= Beginning of Section =

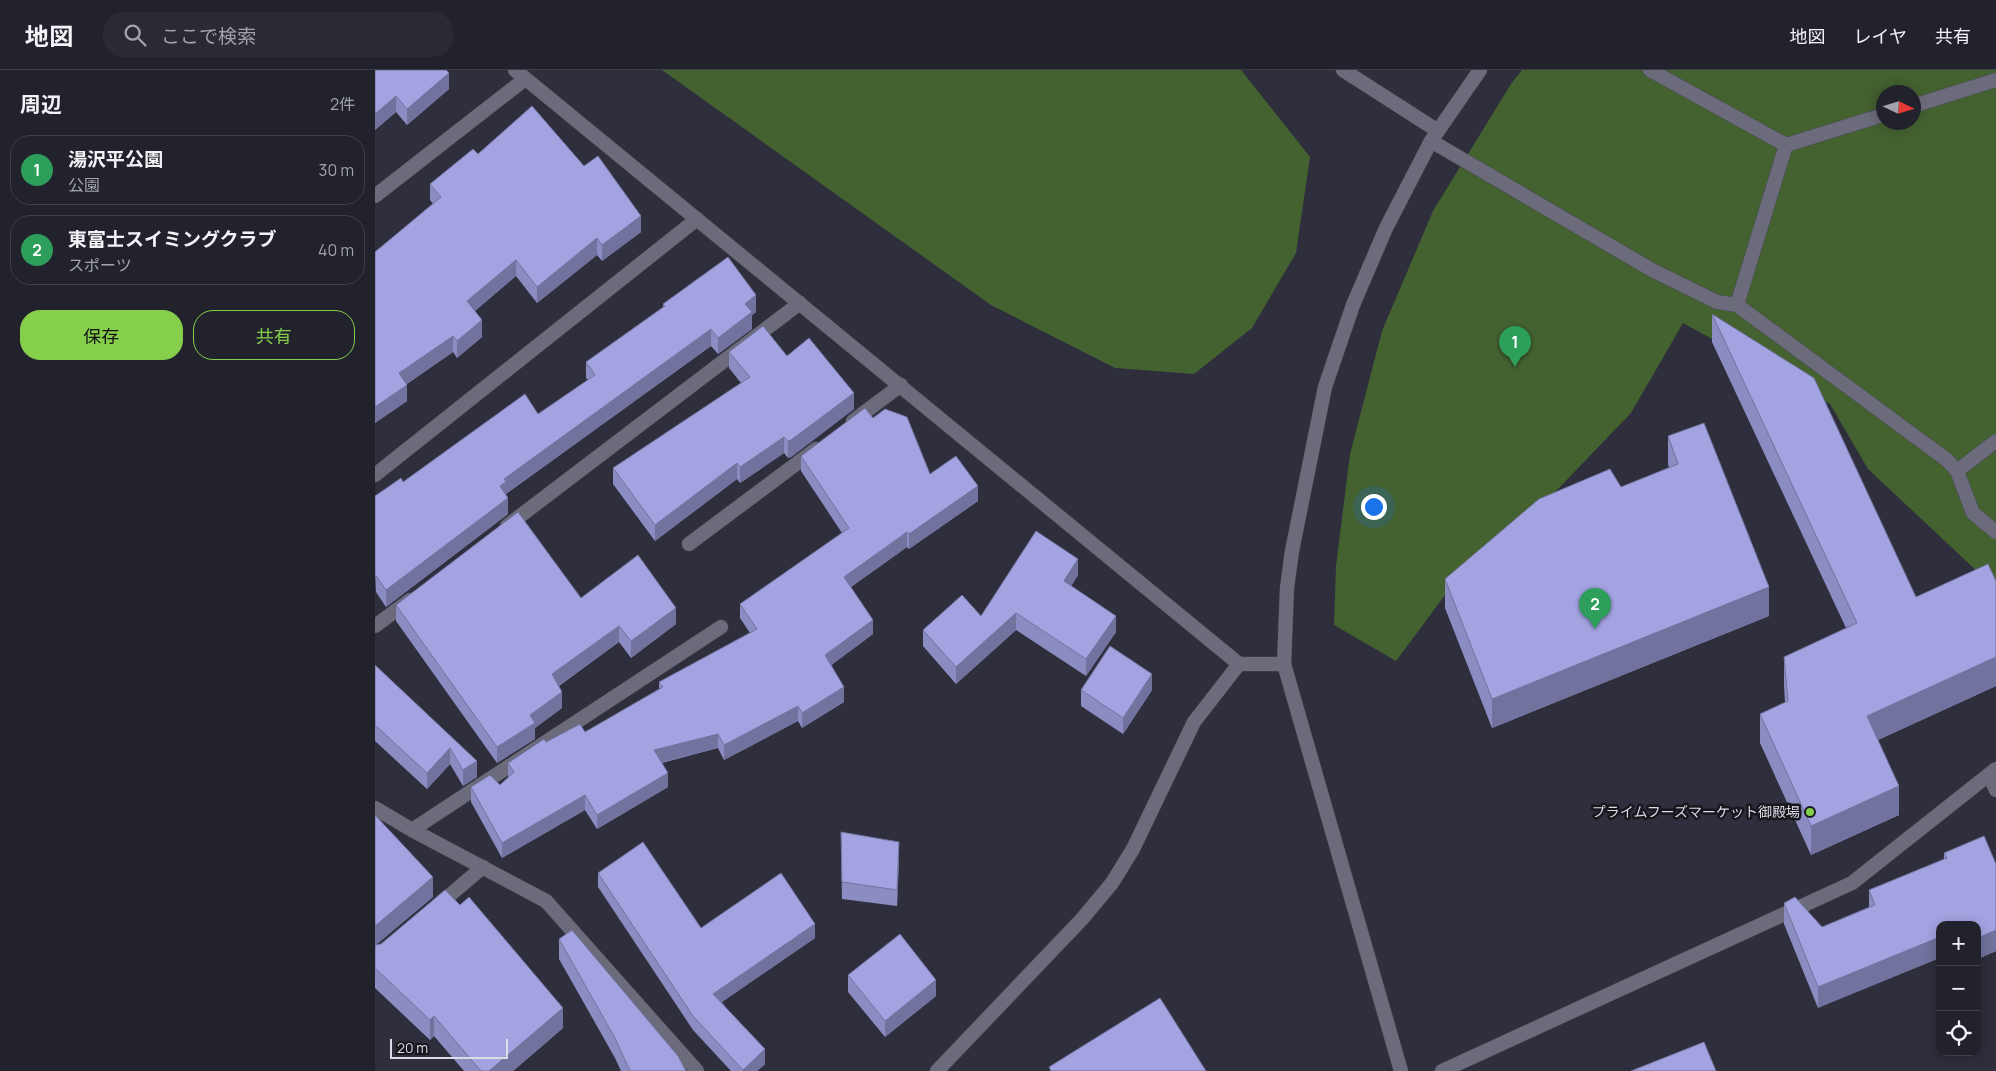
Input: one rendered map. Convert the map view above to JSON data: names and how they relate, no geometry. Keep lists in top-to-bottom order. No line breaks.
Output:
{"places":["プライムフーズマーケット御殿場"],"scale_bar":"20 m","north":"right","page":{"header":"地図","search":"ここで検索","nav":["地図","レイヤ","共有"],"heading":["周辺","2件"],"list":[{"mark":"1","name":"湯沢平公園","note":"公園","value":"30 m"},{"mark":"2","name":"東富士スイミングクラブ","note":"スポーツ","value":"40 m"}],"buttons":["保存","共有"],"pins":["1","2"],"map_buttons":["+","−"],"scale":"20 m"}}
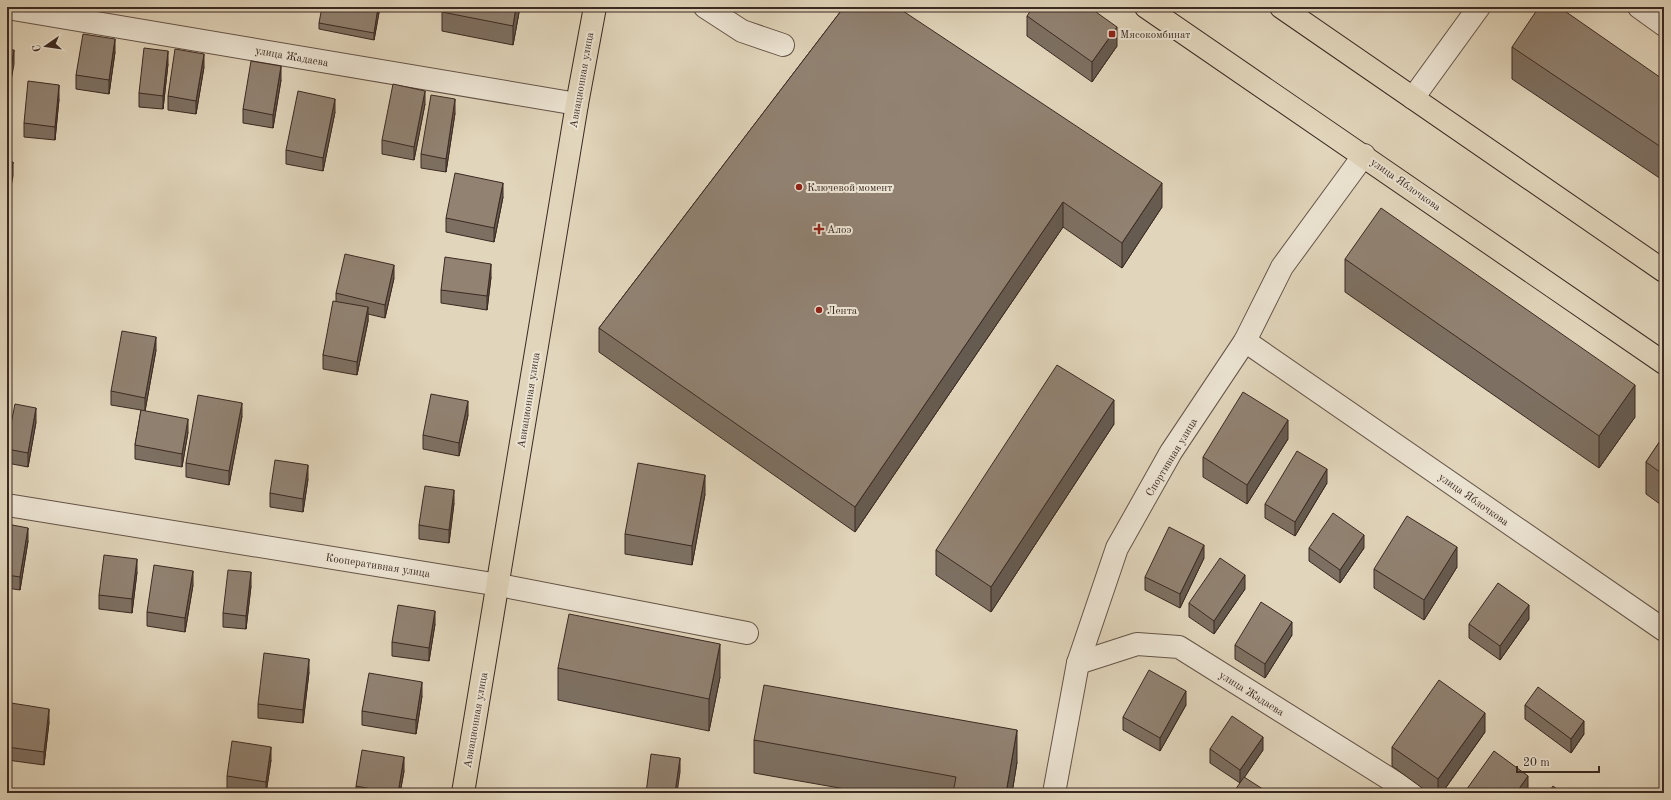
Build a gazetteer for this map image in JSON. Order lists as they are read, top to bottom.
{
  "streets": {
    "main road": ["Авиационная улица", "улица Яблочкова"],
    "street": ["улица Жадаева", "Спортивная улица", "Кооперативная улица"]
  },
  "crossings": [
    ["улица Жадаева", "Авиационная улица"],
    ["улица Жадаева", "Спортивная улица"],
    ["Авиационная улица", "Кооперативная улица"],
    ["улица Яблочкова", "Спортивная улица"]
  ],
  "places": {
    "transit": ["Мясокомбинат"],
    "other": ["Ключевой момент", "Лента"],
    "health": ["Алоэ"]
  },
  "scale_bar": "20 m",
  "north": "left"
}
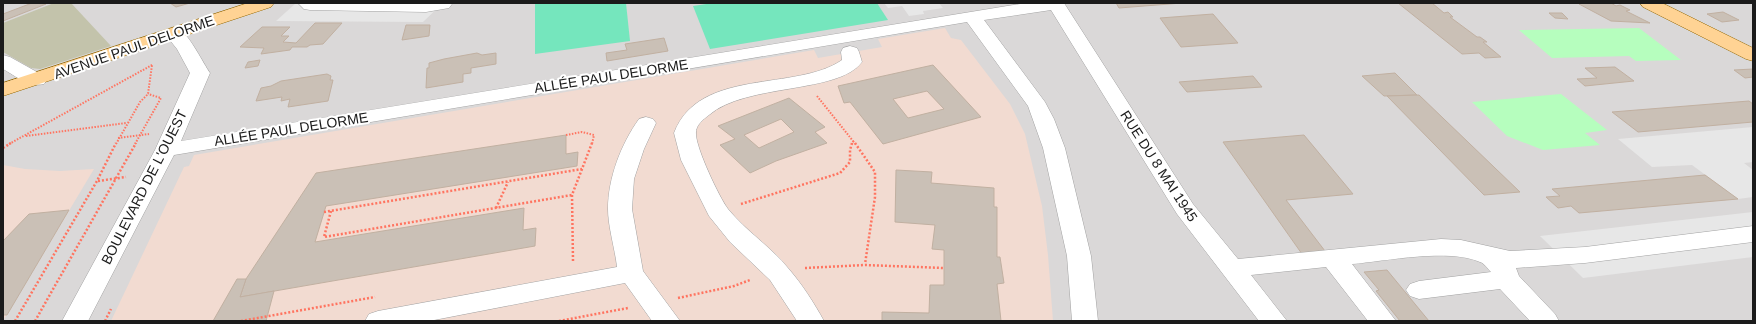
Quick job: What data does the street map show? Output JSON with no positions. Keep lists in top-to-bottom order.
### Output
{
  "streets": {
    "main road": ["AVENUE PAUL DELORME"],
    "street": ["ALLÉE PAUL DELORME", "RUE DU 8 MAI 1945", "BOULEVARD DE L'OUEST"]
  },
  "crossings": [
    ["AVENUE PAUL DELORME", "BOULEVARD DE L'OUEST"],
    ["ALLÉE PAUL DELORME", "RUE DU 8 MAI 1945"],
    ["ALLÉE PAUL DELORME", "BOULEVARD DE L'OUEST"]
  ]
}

= End of Section =

Output the data exactly. Pictures don't belong in the result.

Input: one rendered map. Convert the map view above to JSON data: names and how they relate, no geometry. Keep lists in top-to-bottom order. No line breaks.
Output:
{"places":["プライムフーズマーケット御殿場"],"scale_bar":"20 m","north":"right","page":{"header":"地図","search":"ここで検索","nav":["地図","レイヤ","共有"],"heading":["周辺","2件"],"list":[{"mark":"1","name":"湯沢平公園","note":"公園","value":"30 m"},{"mark":"2","name":"東富士スイミングクラブ","note":"スポーツ","value":"40 m"}],"buttons":["保存","共有"],"pins":["1","2"],"map_buttons":["+","−"],"scale":"20 m"}}
Build a gazetteer for this map image in JSON. Order lists as they are read, top to bottom.
{
  "streets": {
    "main road": ["Авиационная улица", "улица Яблочкова"],
    "street": ["улица Жадаева", "Спортивная улица", "Кооперативная улица"]
  },
  "crossings": [
    ["улица Жадаева", "Авиационная улица"],
    ["улица Жадаева", "Спортивная улица"],
    ["Авиационная улица", "Кооперативная улица"],
    ["улица Яблочкова", "Спортивная улица"]
  ],
  "places": {
    "transit": ["Мясокомбинат"],
    "other": ["Ключевой момент", "Лента"],
    "health": ["Алоэ"]
  },
  "scale_bar": "20 m",
  "north": "left"
}
Quick job: What data does the street map show? Output JSON with no positions. Keep lists in top-to-bottom order.
### Output
{
  "streets": {
    "main road": ["AVENUE PAUL DELORME"],
    "street": ["ALLÉE PAUL DELORME", "RUE DU 8 MAI 1945", "BOULEVARD DE L'OUEST"]
  },
  "crossings": [
    ["AVENUE PAUL DELORME", "BOULEVARD DE L'OUEST"],
    ["ALLÉE PAUL DELORME", "RUE DU 8 MAI 1945"],
    ["ALLÉE PAUL DELORME", "BOULEVARD DE L'OUEST"]
  ]
}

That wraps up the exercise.